**What you have to do**
Make an exact copy of the records below, leaving every image out.

[Stored data]
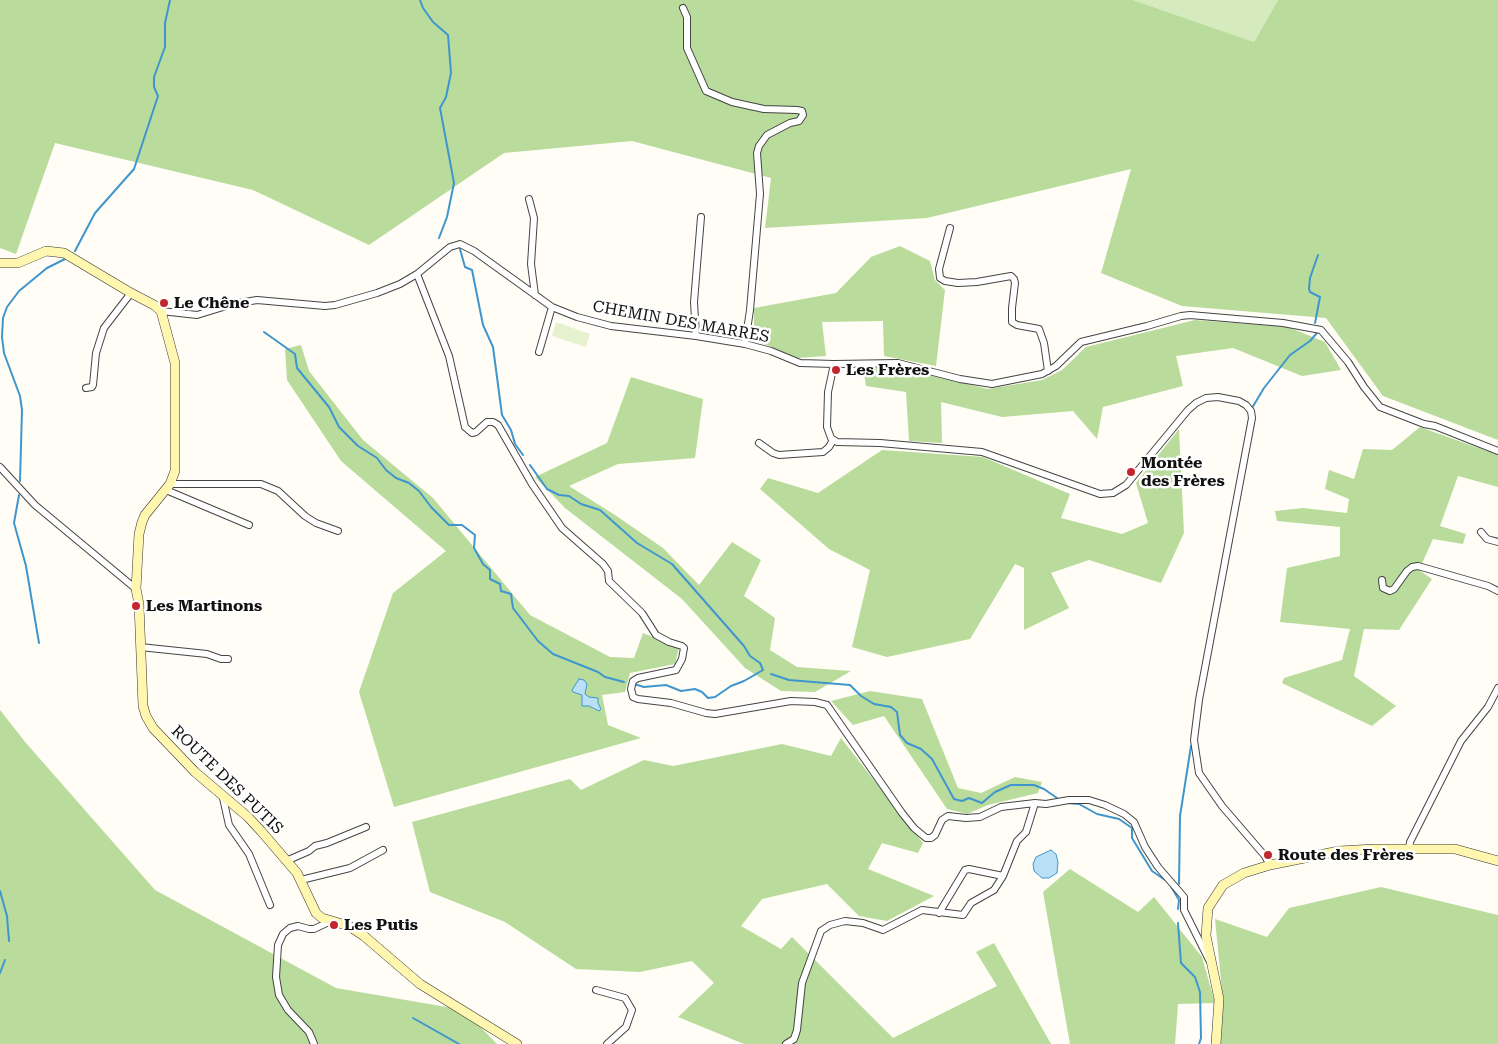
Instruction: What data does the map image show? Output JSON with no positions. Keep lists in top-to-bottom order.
{
  "streets": {
    "street": ["CHEMIN DES MARRES", "ROUTE DES PUTIS"]
  },
  "crossings": [
    ["CHEMIN DES MARRES", "ROUTE DES PUTIS"]
  ],
  "places": [
    "Le Chêne",
    "Les Frères",
    "Montée des Frères",
    "Les Martinons",
    "Route des Frères",
    "Les Putis"
  ]
}
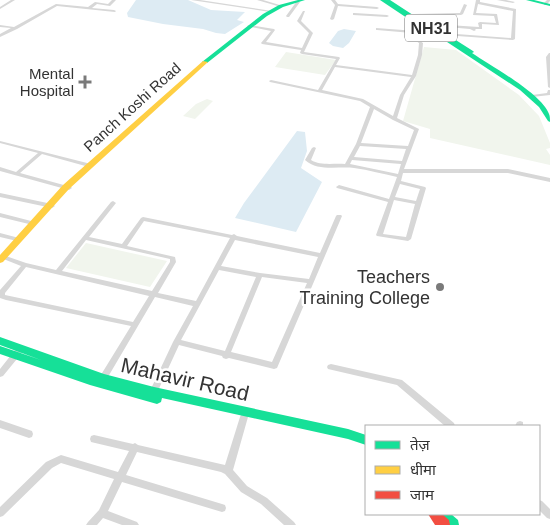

**Answer for the task**
Instruction: What data does the map image show? Output JSON with no positions. Keep lists in top-to-bottom order.
{
  "streets": {
    "street": ["CHEMIN DES MARRES", "ROUTE DES PUTIS"]
  },
  "crossings": [
    ["CHEMIN DES MARRES", "ROUTE DES PUTIS"]
  ],
  "places": [
    "Le Chêne",
    "Les Frères",
    "Montée des Frères",
    "Les Martinons",
    "Route des Frères",
    "Les Putis"
  ]
}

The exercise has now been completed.